# [INFORMATION PROVIDED]
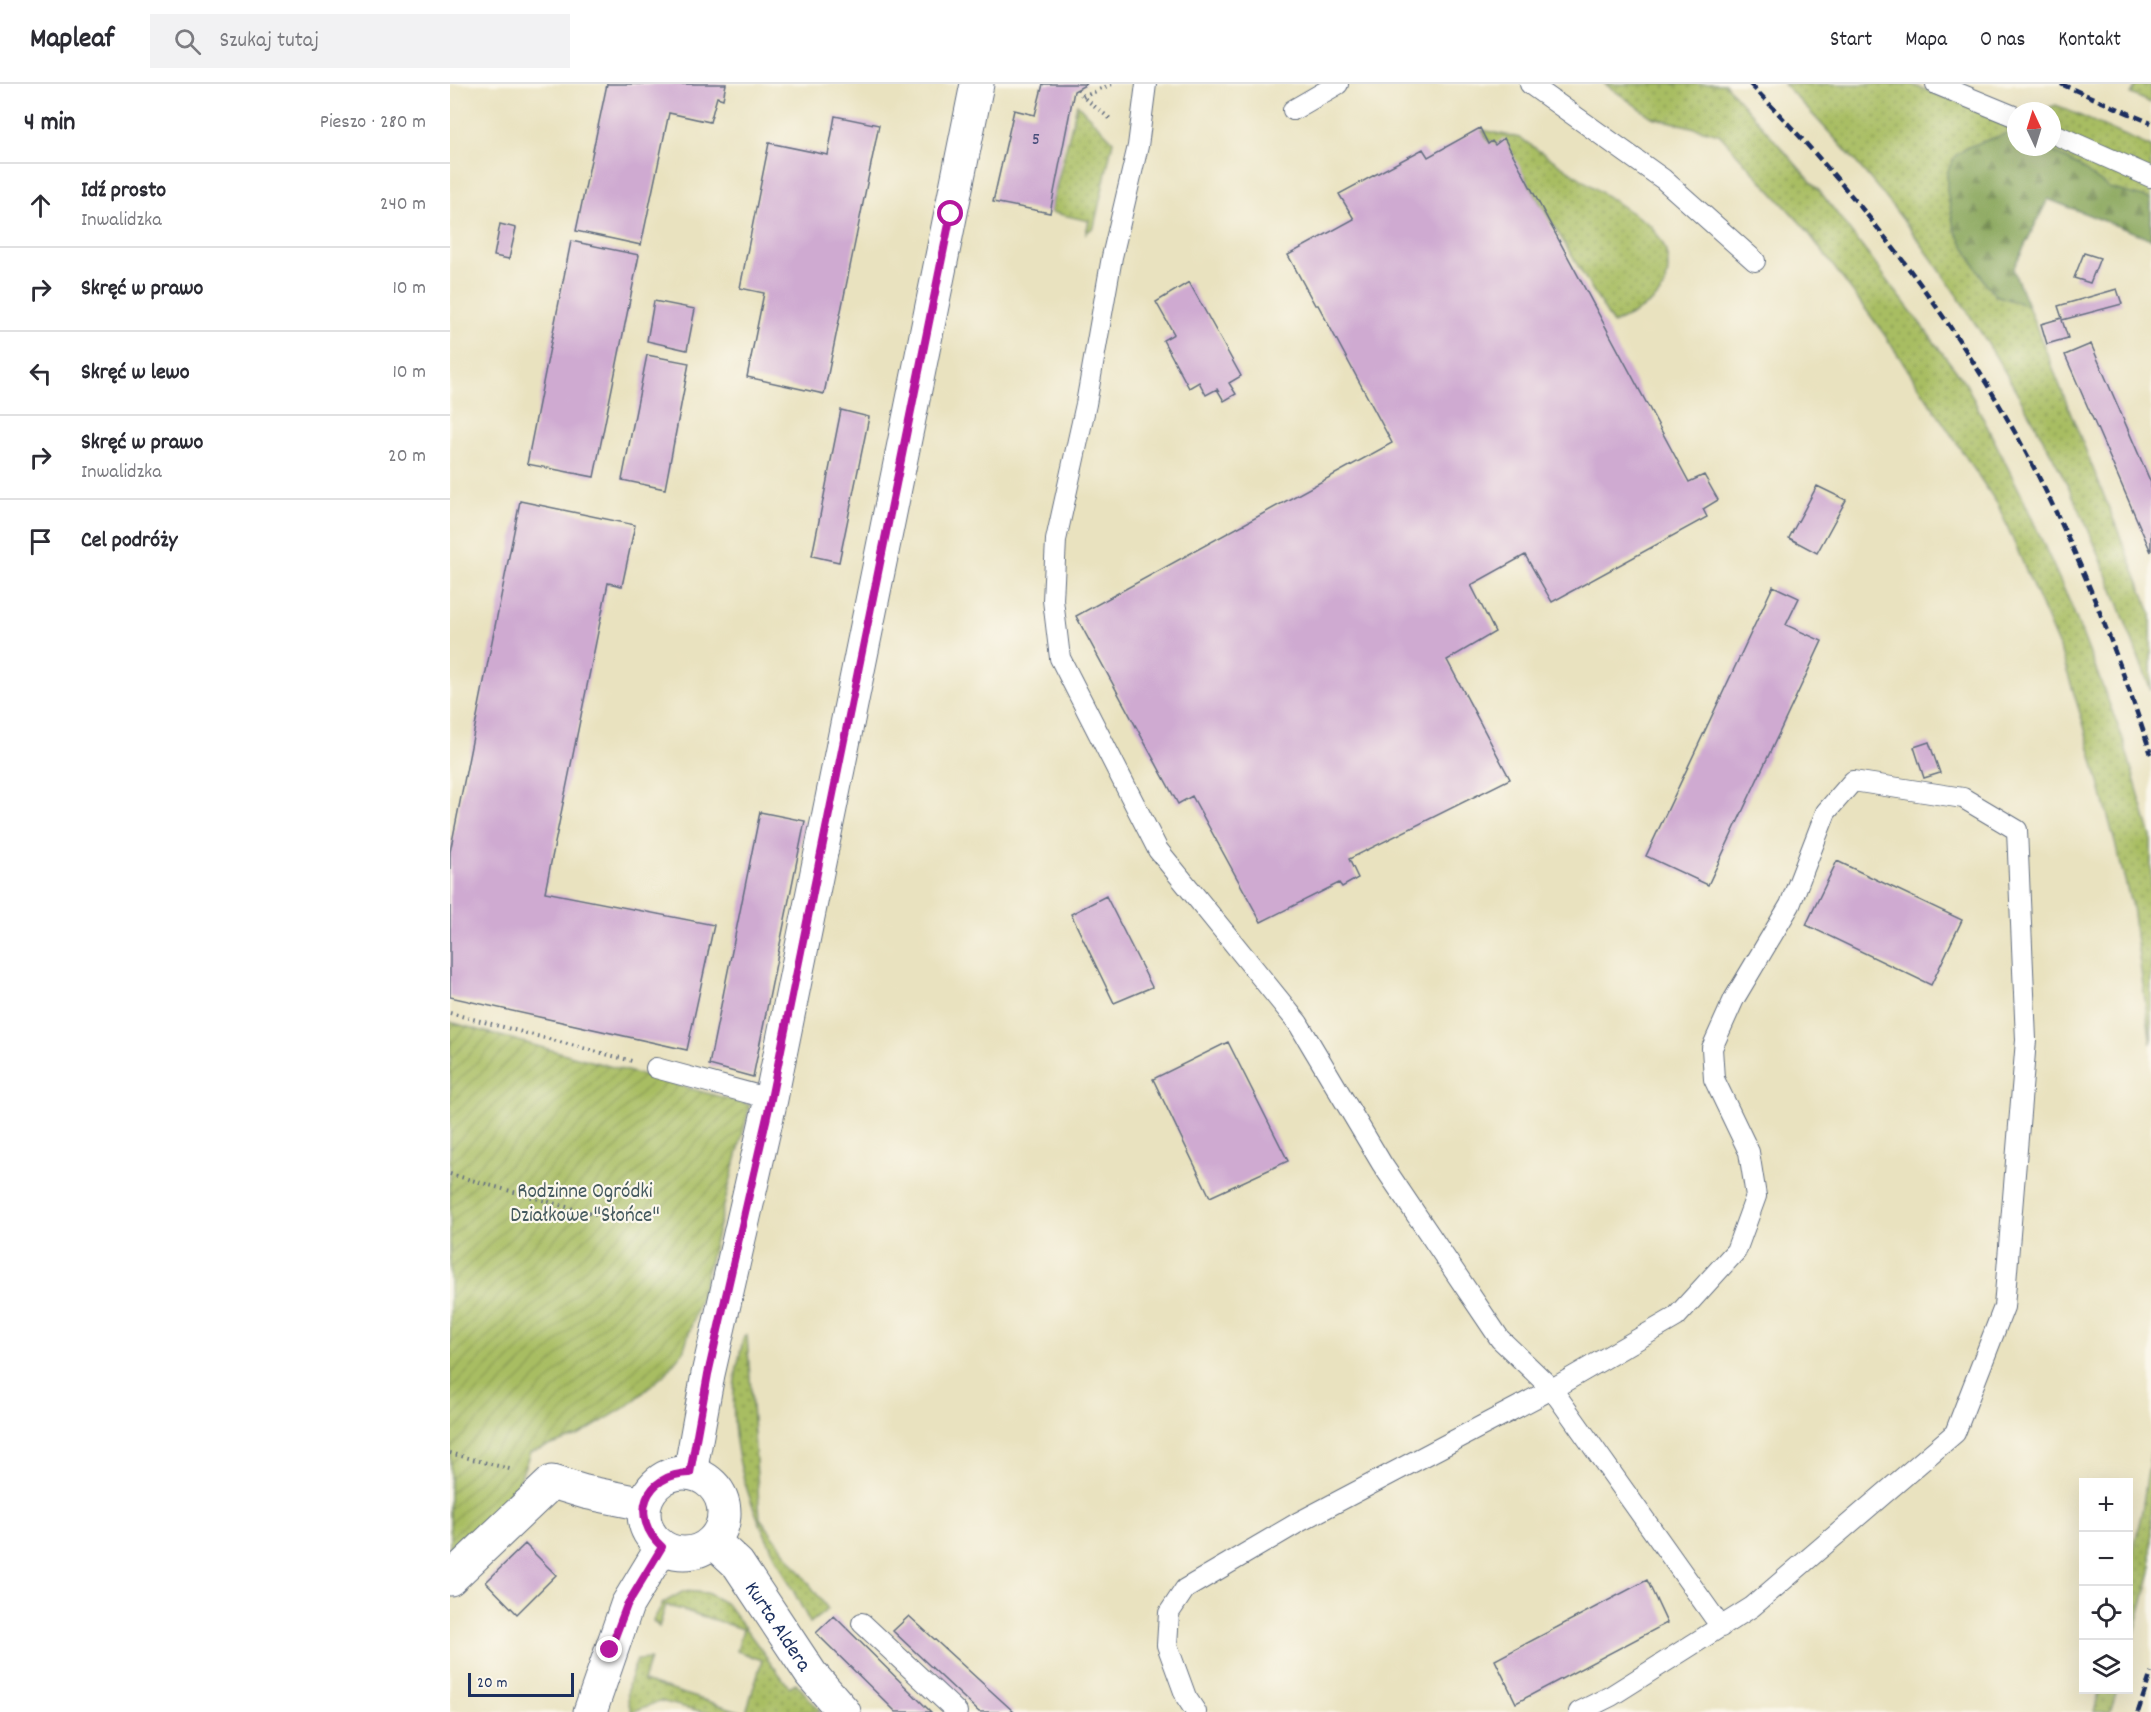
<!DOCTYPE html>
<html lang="pl">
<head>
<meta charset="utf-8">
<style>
  :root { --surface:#fff; --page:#f2f2f3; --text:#2b2b33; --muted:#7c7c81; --line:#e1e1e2 }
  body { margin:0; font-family:Dekko,sans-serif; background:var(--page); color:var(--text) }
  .controls { position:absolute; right:18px; bottom:18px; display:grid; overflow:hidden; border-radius:0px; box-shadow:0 6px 24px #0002 }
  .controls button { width:54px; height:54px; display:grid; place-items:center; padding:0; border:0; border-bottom:2px solid var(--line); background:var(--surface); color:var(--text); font:30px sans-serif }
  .compass { position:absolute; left:1557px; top:18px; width:54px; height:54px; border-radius:50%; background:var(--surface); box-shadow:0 6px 24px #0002; rotate:356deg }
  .scale { position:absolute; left:18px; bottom:15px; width:106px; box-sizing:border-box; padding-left:6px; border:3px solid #1b2f5e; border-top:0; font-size:16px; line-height:21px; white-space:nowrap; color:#1b2f5e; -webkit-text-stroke:4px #fbf7ec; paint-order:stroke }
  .stop { position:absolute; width:18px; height:18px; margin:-14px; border:4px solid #b5179e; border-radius:50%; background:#fff }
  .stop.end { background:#b5179e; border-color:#fff; box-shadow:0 2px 6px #0008 }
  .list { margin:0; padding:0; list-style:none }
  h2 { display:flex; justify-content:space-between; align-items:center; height:78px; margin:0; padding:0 24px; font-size:26px }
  h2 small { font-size:20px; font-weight:400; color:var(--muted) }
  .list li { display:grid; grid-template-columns:39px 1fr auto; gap:18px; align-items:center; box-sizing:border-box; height:84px; padding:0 24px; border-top:2px solid var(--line) }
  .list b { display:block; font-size:22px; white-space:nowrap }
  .list p { margin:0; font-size:20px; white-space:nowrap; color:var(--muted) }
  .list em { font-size:20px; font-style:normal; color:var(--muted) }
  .icon { flex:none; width:33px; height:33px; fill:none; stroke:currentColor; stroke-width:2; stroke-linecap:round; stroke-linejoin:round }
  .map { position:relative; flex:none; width:1701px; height:1628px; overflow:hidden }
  header { display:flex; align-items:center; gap:36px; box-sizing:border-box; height:84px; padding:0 30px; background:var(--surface); border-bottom:2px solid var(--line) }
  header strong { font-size:28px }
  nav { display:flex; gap:33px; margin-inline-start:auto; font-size:21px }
  .search { width:420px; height:54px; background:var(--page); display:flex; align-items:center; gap:15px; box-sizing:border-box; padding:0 21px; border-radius:0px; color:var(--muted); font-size:22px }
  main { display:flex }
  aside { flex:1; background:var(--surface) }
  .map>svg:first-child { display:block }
  .grass { fill:url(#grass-dots); stroke:#627660; stroke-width:1.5 }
  .forest { fill:url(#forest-firs); stroke:#506a5b; stroke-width:1.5 }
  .garden { fill:url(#garden-furrows); stroke:#627660; stroke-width:1.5 }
  .building { fill:#cfaad1 }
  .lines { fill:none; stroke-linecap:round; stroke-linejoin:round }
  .lane-casing { stroke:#636e80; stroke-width:22 }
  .street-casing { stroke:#636e80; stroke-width:35 }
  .path { stroke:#636e80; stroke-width:4; stroke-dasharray:1.5 4.5; stroke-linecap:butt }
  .lane { stroke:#fff; stroke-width:20 }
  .street { stroke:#fff; stroke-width:33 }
  .rail { stroke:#1b2f5e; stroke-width:4.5; stroke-dasharray:9 4.5; stroke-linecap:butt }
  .route { stroke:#b5179e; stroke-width:8 }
  .labels { text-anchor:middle; stroke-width:4.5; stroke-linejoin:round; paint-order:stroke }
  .number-label { font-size:18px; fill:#484e7b }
  .park-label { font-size:21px; fill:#455a5f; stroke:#fbf7ec }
  .street-label { font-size:21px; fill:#1b2f5e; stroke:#fbf7ec }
</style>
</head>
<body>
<header>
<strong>Mapleaf</strong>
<div class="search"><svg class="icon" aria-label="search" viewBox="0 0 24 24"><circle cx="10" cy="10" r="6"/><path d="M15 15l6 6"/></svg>Szukaj tutaj</div>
<nav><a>Start</a><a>Mapa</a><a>O nas</a><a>Kontakt</a></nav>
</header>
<main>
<aside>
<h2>4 min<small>Pieszo · 280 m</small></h2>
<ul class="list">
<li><svg class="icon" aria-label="ahead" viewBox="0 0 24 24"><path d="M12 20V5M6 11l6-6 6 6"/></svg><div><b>Idź prosto</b><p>Inwalidzka</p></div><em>240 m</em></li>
<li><svg class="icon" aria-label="right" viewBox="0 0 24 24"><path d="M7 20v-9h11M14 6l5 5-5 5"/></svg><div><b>Skręć w prawo</b></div><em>10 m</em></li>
<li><svg class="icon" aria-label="left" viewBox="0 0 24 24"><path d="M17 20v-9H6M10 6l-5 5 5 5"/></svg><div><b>Skręć w lewo</b></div><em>10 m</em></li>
<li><svg class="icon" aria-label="right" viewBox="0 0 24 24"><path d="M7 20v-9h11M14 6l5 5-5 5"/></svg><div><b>Skręć w prawo</b><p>Inwalidzka</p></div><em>20 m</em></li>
<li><svg class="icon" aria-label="arrive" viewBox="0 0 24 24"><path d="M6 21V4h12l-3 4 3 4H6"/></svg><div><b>Cel podróży</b></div></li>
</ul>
</aside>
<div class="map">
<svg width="1701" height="1628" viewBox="0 0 1701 1628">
  <defs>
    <pattern id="grass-dots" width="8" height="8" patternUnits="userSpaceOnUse" patternTransform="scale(1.5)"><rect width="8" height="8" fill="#a8bd62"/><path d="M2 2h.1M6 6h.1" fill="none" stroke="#889a54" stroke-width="1.8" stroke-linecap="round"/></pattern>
    <pattern id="forest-firs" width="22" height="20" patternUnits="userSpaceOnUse" patternTransform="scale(1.5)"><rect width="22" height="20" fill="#86a458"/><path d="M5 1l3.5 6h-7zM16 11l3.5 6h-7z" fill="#6d864c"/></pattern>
    <pattern id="garden-furrows" width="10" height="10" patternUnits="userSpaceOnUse" patternTransform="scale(1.5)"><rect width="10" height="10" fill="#a8bd62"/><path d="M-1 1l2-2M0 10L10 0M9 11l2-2" fill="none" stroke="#889a54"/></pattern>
  </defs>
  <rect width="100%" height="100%" fill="#fbf7ec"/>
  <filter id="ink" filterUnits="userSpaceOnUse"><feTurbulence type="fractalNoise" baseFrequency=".0167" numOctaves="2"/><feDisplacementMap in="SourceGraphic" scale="12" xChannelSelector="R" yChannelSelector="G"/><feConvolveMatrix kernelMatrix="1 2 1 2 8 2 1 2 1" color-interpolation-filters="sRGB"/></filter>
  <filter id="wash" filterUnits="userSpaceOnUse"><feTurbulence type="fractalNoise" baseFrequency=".008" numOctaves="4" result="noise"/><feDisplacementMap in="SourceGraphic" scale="24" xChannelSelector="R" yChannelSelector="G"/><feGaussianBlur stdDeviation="1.35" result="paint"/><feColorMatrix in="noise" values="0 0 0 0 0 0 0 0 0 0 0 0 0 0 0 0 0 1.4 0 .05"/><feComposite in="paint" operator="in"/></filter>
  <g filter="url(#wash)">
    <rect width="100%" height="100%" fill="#e9e2bf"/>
    <!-- grass -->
    <path class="grass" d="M 1155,0 L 1275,0 L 1372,110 L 1516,300 L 1571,410 L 1621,521 L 1673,655 L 1701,753 L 1701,960 L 1682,823 L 1634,642 L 1611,568 L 1548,421 L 1434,250 L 1354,143 L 1269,50 L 1202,33 Z
      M 1334,0 L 1460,0 L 1534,28 L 1566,27 L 1566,63 L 1602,63 L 1602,27 L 1566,27 L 1591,26 L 1606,21 L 1701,63 L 1701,155 L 1598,115 L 1563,185 L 1701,529 L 1701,607 C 1674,535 1648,460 1613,392 C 1558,287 1494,182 1417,91 C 1391,60 1362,30 1334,0 Z
      M 1687,0 L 1701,0 L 1701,19 L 1681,10 Z
      M 627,20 L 663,57 L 644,143 L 636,149 L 639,137 L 600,128 Z
      M 1032,46 L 1070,54 L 1200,141 C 1211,155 1218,165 1218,183 C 1218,217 1189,226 1163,240 L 1057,64 L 1046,70 Z
      M 297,1251 L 310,1434 L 378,1525 L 360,1539 C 320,1461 278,1396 284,1305 C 285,1288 290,1271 293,1255 Z
      M 1701,1366 L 1701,1487 L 1679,1571 L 1679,1488 L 1692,1426 Z
      M 234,1507 L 257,1509 L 277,1520 L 339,1603 L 346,1599 L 371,1628 L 296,1628 L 312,1576 L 287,1567 L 293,1545 L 216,1521 L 209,1543 L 203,1537 L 213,1519 Z
      M 200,1575 L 193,1597 L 292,1628 L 253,1628 L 210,1617 L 182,1628 C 173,1609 179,1595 187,1576 Z
      M 1650,1606 L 1667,1606 L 1660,1628 L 1644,1628 Z"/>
    <!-- forest -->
    <path class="forest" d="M 1566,46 L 1566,63 L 1595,63 L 1630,83 L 1659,104 L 1701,115 L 1701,155 L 1598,115 L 1563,185 L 1578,222 L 1545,211 L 1535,199 L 1504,144 L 1497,107 L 1497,89 L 1505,72 L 1518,63 Z"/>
    <!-- garden -->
    <path class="garden" d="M 0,938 L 300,1021 L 251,1211 L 233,1268 L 215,1290 L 179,1321 L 128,1352 L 80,1368 L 67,1404 L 0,1469 Z"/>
    <g id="blocks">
      <!-- building -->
      <path class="building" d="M 157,0 L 276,0 L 273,15 L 267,13 L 260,38 L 219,29 L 191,161 L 126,147 Z
        M 593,0 L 637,0 L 624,7 L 600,129 L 543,118 L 564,26 L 585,31 Z
        M 385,32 L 429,41 L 374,310 L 297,293 L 314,209 L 290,204 L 319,59 L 378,71 Z
        M 1030,44 L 1038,60 L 1042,57 L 1045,61 L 1054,54 L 1239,398 L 1254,391 L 1268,416 L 1253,425 L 1257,433 L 1102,518 L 1075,471 L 1021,501 L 1045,548 L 997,576 L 1060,695 L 899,775 L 908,794 L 892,803 L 889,799 L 811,838 L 742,712 L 728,720 L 626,532 L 942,359 L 868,221 L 865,221 L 838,171 L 904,135 L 889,110 L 973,65 L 978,73 Z
        M 50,140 L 66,144 L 59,175 L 44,172 Z
        M 121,157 L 189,171 L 144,393 L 77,380 Z
        M 1634,169 L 1650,174 L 1640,199 L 1624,194 Z
        M 739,198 L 791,292 L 779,299 L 786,310 L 774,317 L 767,305 L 756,311 L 749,298 L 739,304 L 713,256 L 724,250 L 706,218 Z
        M 1667,205 L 1672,220 L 1612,236 L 1618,254 L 1597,260 L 1591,240 L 1612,234 L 1608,222 Z
        M 204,217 L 245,225 L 237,266 L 197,257 Z
        M 1641,260 L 1701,399 L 1701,468 L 1615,271 Z
        M 197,271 L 239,279 L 215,405 L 172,396 Z
        M 391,326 L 419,333 L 389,478 L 362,472 Z
        M 1367,402 L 1396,416 L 1367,469 L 1339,454 Z
        M 70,417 L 185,441 L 172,502 L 158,499 L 95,808 L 264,841 L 237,966 L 0,913 L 0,768 Z
        M 1323,502 L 1349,514 L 1336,541 L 1372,557 L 1258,801 L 1196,772 Z
        M 1479,658 L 1490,689 L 1474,694 L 1464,663 Z
        M 310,728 L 355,737 L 303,993 L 259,981 Z
        M 1387,777 L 1512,836 L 1481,901 L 1356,841 Z
        M 656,812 L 702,903 L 664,919 L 621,830 Z
        M 778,958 L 838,1077 L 760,1113 L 703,995 Z
        M 75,1460 L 106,1491 L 67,1530 L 36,1498 Z
        M 1197,1496 L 1217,1539 L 1066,1619 L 1045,1576 Z
        M 384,1532 L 481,1628 L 446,1628 L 366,1549 Z
        M 459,1532 L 564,1628 L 529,1628 L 443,1547 Z"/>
    </g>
  </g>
  <g filter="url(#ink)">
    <use href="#blocks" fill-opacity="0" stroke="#636e80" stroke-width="1.5"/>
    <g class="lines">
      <!-- lane casing -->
      <g class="lane-casing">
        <path id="lane" d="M 696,0 L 688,62 L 662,173 L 636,320 L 606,456 L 603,516 L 610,574 L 708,766 L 848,939 L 932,1080 L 1050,1255 L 1102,1305 L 1226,1233 L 1286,1167 L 1306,1112 L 1299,1068 L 1264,995 L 1262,964 L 1284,915 L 1340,821 L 1376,728 L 1403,697 L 1513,714 L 1567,746 L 1576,956 L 1554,1223 L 1505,1349 L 1302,1523 L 1161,1612 L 1129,1628
          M 1080,0 L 1213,95 L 1305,177
          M 1486,0 L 1566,33
          M 843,26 L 888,0
          M 1602,49 L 1701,93
          M 206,984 L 321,1015
          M 412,1539 L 507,1628
          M 746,1628 L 736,1613 L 717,1561 L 719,1529 L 735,1505 L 849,1438 L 1102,1305 L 1271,1543"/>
      </g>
      <!-- street casing -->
      <g class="street-casing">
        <g id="street">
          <circle cx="234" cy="1429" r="40"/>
          <path d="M 240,1389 L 258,1290 L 321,1015 L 527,0"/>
          <path id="s1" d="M 263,1457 L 288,1480 L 361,1590 L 394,1628"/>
          <path d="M 0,1495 L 102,1398 L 135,1408 L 194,1420"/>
          <path d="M 140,1628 L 177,1521 L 212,1463"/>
        </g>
      </g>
      <!-- path -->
      <path class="path" d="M 628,5 L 633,13 L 663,37
        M 633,13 L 662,0
        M 0,929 L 182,977
        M 0,1090 L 156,1134
        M 0,1369 L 63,1386"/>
      <!-- lane -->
      <use href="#lane" class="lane"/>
      <!-- street -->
      <use href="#street" class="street"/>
      <!-- rail -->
      <path class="rail" d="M 1300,0 C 1422,124 1528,265 1603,422 C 1642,502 1673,586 1701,670
        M 1611,0 L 1701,39
        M 1688,1628 L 1701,1589"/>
    </g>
  </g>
  <g class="lines" filter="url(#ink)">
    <!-- route -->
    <path class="route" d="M 160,1566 L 177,1521 L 212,1463 C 179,1433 194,1390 240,1389 L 258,1290 L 321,1015 L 501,130"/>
  </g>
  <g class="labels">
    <!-- number labels -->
    <g class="number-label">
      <text x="586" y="60">5</text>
    </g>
    <!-- park labels -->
    <g class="park-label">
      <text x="135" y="1113">Rodzinne Ogródki<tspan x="135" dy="24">Działkowe "Słońce"</tspan></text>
    </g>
    <!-- street labels -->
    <g class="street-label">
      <text dy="7" stroke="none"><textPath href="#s1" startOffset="108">Kurta Aldera</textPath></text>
    </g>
  </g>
</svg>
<div class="controls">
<button>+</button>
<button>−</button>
<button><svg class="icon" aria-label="locate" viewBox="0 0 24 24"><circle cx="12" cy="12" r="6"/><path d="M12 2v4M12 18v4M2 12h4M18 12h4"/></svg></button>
<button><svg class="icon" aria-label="layers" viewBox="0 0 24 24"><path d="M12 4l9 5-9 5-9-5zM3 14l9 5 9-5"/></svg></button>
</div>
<svg class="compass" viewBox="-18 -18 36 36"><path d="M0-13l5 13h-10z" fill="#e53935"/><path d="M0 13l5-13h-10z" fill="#7c7c81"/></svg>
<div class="scale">20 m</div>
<div class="stop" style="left:501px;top:130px"></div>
<div class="stop end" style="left:160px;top:1566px"></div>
</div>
</main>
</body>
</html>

# [EXERCISE INSTRUCTIONS]
Say how many lines of these records hold the string "absolute", giving the number and no other words.

# [RESULT OF THE EXERCISE]
4